TASK: All of the entries should be written out again exactly.

LISTED ENTRIES:
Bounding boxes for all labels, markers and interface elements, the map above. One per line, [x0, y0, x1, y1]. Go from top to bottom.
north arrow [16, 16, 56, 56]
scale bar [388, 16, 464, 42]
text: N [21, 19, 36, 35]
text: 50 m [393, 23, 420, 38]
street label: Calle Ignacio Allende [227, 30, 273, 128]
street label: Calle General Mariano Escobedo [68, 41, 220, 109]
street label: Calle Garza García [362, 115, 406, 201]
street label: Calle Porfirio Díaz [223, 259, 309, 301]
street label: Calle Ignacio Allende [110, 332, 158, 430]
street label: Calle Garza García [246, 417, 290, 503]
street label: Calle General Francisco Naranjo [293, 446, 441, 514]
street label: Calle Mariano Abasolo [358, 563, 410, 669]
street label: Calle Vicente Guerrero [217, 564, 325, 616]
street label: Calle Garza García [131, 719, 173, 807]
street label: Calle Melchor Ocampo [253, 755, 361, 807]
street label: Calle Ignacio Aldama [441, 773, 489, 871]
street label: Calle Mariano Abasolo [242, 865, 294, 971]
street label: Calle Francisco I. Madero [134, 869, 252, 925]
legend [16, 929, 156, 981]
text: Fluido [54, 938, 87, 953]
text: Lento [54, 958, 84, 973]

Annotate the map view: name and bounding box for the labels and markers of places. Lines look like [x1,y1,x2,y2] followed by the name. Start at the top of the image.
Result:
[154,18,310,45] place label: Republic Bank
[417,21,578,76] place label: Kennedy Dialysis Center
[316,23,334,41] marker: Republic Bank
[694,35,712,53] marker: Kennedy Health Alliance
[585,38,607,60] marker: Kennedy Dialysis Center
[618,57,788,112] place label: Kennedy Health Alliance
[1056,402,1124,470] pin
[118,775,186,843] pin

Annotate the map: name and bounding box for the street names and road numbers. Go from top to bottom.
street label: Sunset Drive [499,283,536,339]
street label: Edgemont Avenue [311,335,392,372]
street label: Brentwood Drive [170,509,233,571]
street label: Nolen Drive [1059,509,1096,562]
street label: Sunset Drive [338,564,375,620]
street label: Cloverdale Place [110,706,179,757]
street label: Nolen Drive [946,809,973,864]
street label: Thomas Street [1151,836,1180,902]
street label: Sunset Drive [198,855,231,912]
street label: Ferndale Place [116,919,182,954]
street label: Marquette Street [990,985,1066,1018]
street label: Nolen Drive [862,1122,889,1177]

SOLUTION TO THE PROBLEM:
Bounding boxes for all labels, markers and interface elements, the map above. One per line, [x0, y0, x1, y1]. Go from top to bottom.
north arrow [16, 16, 56, 56]
scale bar [388, 16, 464, 42]
text: N [21, 19, 36, 35]
text: 50 m [393, 23, 420, 38]
street label: Calle Ignacio Allende [227, 30, 273, 128]
street label: Calle General Mariano Escobedo [68, 41, 220, 109]
street label: Calle Garza García [362, 115, 406, 201]
street label: Calle Porfirio Díaz [223, 259, 309, 301]
street label: Calle Ignacio Allende [110, 332, 158, 430]
street label: Calle Garza García [246, 417, 290, 503]
street label: Calle General Francisco Naranjo [293, 446, 441, 514]
street label: Calle Mariano Abasolo [358, 563, 410, 669]
street label: Calle Vicente Guerrero [217, 564, 325, 616]
street label: Calle Garza García [131, 719, 173, 807]
street label: Calle Melchor Ocampo [253, 755, 361, 807]
street label: Calle Ignacio Aldama [441, 773, 489, 871]
street label: Calle Mariano Abasolo [242, 865, 294, 971]
street label: Calle Francisco I. Madero [134, 869, 252, 925]
legend [16, 929, 156, 981]
text: Fluido [54, 938, 87, 953]
text: Lento [54, 958, 84, 973]

Annotate the map view: name and bounding box for the labels and markers of places. Lines look like [x1,y1,x2,y2] followed by the name. Start at the top of the image.
Result:
[154,18,310,45] place label: Republic Bank
[417,21,578,76] place label: Kennedy Dialysis Center
[316,23,334,41] marker: Republic Bank
[694,35,712,53] marker: Kennedy Health Alliance
[585,38,607,60] marker: Kennedy Dialysis Center
[618,57,788,112] place label: Kennedy Health Alliance
[1056,402,1124,470] pin
[118,775,186,843] pin

Annotate the map: name and bounding box for the street names and road numbers. Go from top to bottom.
street label: Sunset Drive [499,283,536,339]
street label: Edgemont Avenue [311,335,392,372]
street label: Brentwood Drive [170,509,233,571]
street label: Nolen Drive [1059,509,1096,562]
street label: Sunset Drive [338,564,375,620]
street label: Cloverdale Place [110,706,179,757]
street label: Nolen Drive [946,809,973,864]
street label: Thomas Street [1151,836,1180,902]
street label: Sunset Drive [198,855,231,912]
street label: Ferndale Place [116,919,182,954]
street label: Marquette Street [990,985,1066,1018]
street label: Nolen Drive [862,1122,889,1177]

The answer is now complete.